- Sophisticated coachwork by Gurney Nutting
- Rare body style making the car a standout example
- Complete with restored small tool set, handbook and interesting history file
The ‘Derby Bentley’ is widely regarded as the most sophisticated car that money could buy in the 1930s and became known as the ‘Silent Sports Car’. Initially built with a 3 ½ litre engine, the later cars had an enlarged capacity of 4 ¼ litres.
This car, chassis No B70KT, was originally completed in July of 1937 with coachwork by Gurney Nutting, a coachbuilder renowned for their stylish designs.
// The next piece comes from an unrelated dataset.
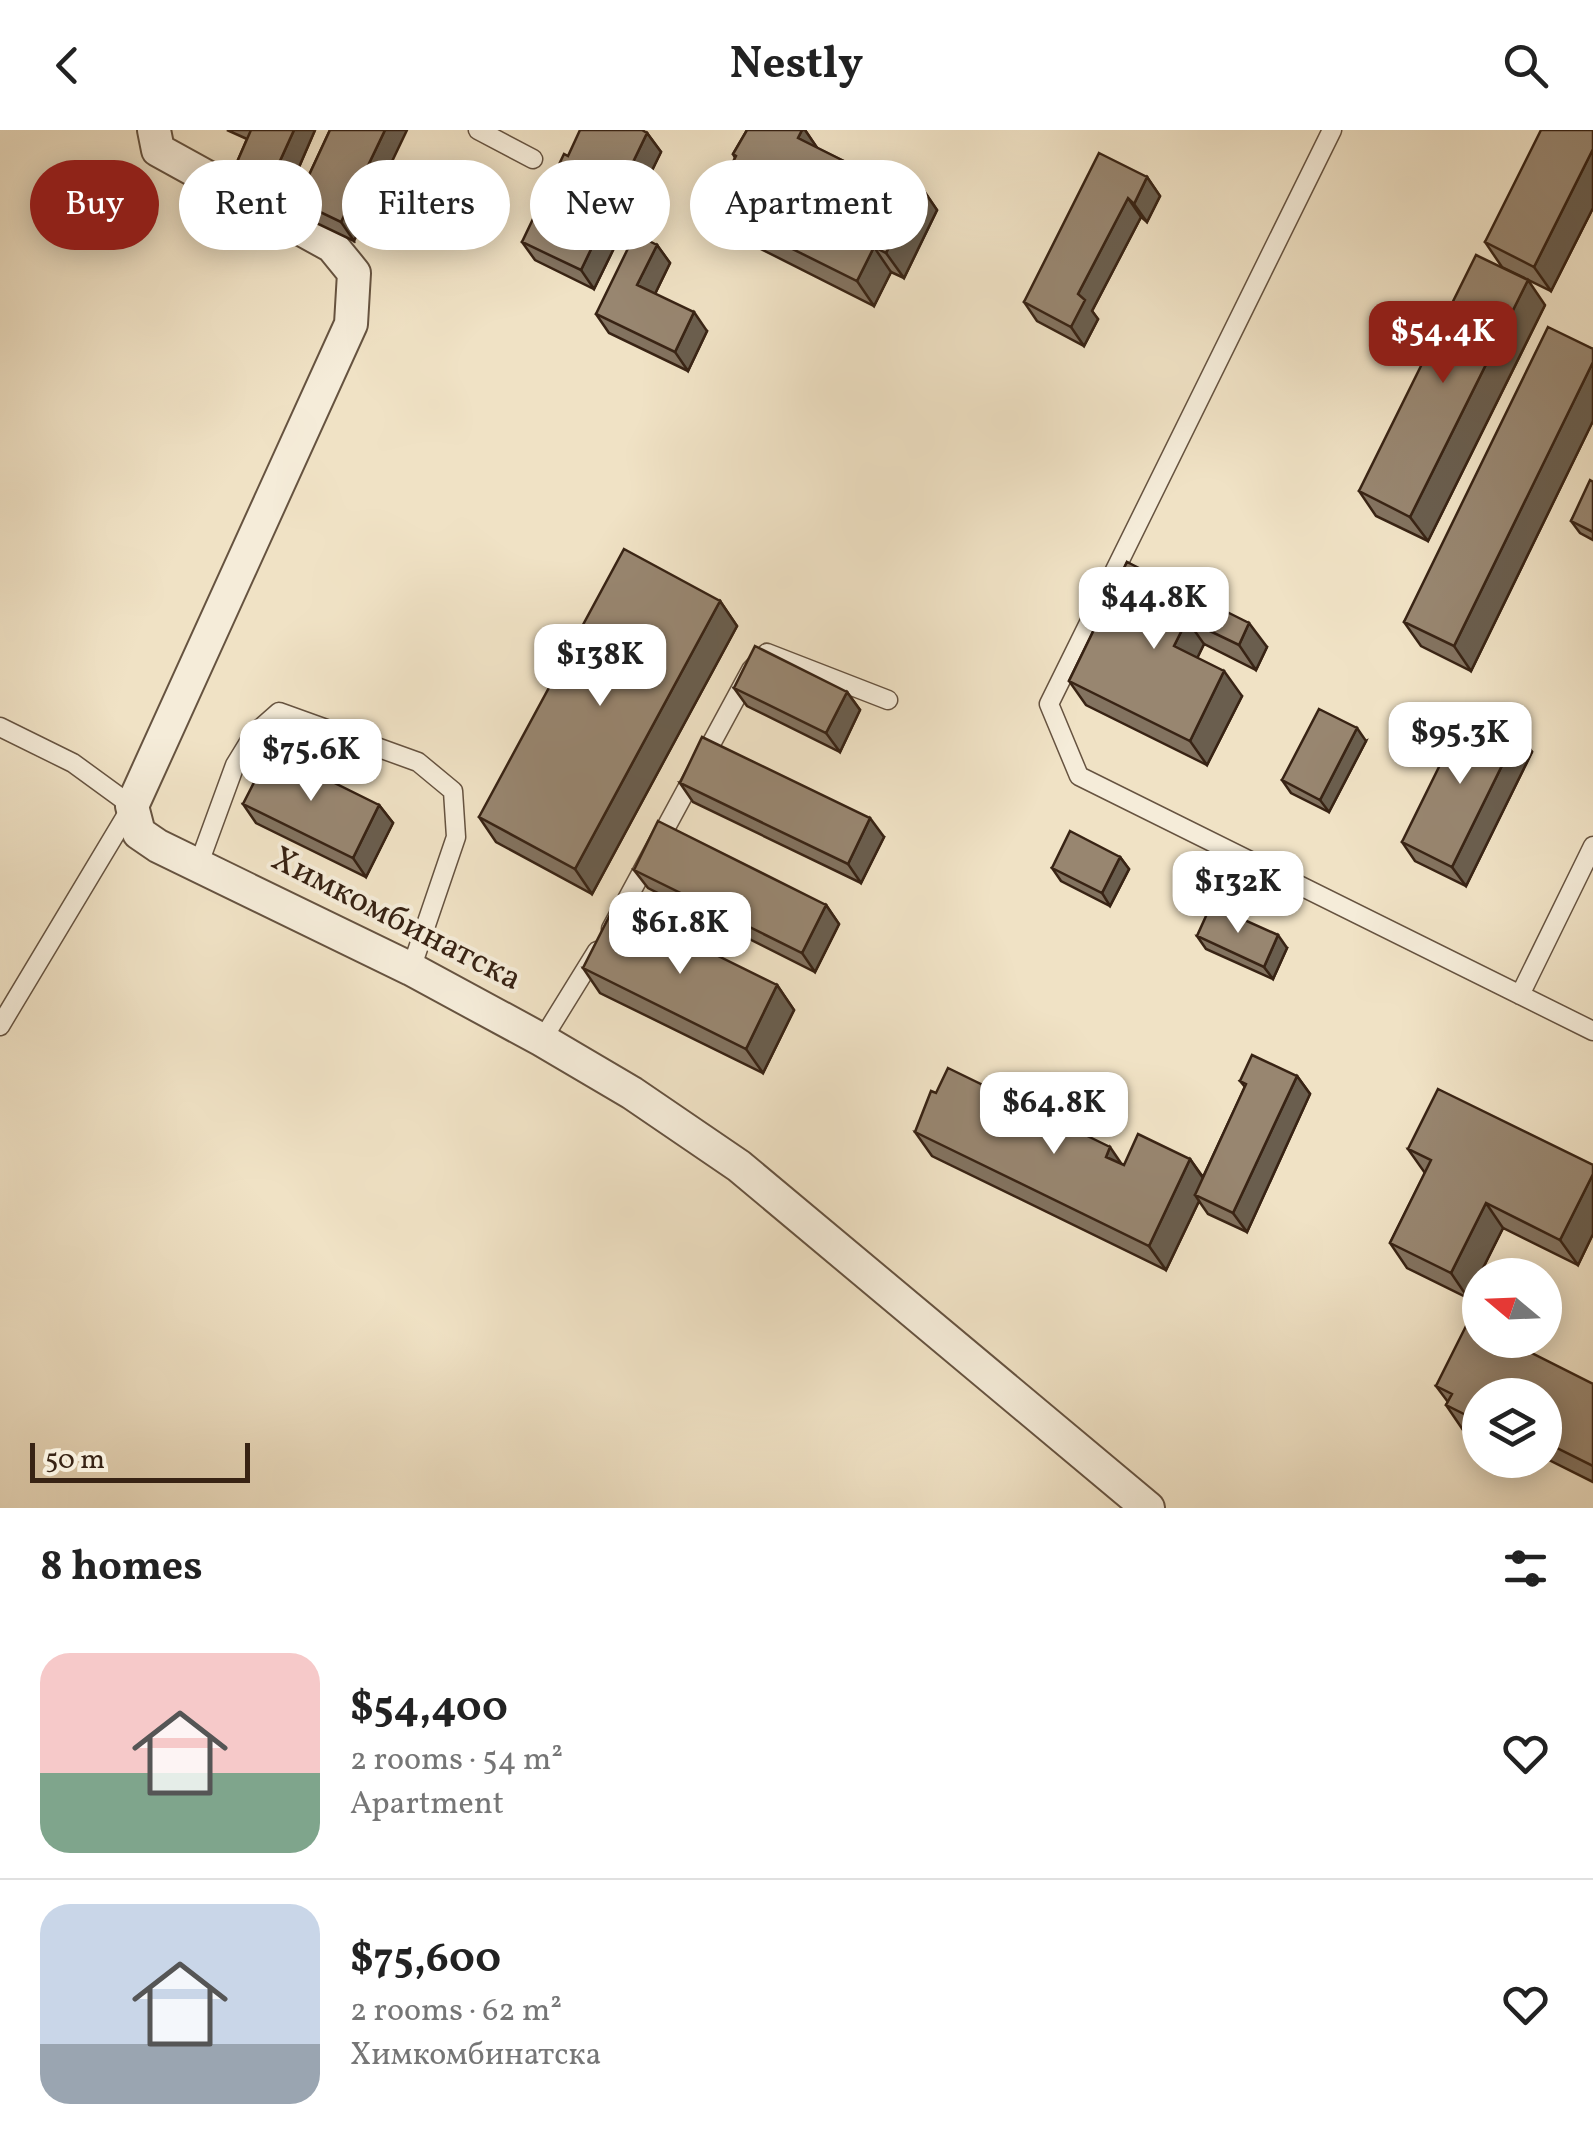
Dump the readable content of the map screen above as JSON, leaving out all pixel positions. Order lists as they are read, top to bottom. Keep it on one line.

This being a later Derby Bentley has particularly sophisticated coachwork having seamless rear wings with a clean uninterrupted line to the tail of the car. This is a rare body style making B70KT a standout example.
Supplied new by Jack Barclay Ltd to its first owner, a Mr. H.B. Mollins, there is a letter in the history file from the son of Mollins who remembers the car and gives an account of its early years. The family lived in Belgravia London where the car was to be principally for the use of Mollins’ wife. During the war years, the family evacuated to Cornwall and the car travelled with them. The car was kept until the 1950s when it was sold back to Jack Barclay who in turn sold it to a new owner in the USA. It remained in the USA until 2011 when it returned to Britain.
The following year, it was purchased by its current owner who subsequently invested a further £200,000 restoring the car. Frank Dale & Stepsons completed a coachwork restoration with Classic Coachworks of Lymington making repairs as needed to the wooden frame, all fully documented within the car’s history file. The car was also retrimmed and mechanical repairs carried out. The result is a spectacular looking car.
It is complete with a restored small tool set concealed in the boot, handbook and an interesting history file. The car is featured in a number of books including ‘Fifty Years of the Marque’ by Johnnie Green, ‘The Silent Sportscar’ by Michael Ellman-Brown, and ‘Bentley Beauty’ by Fraser and Knapek.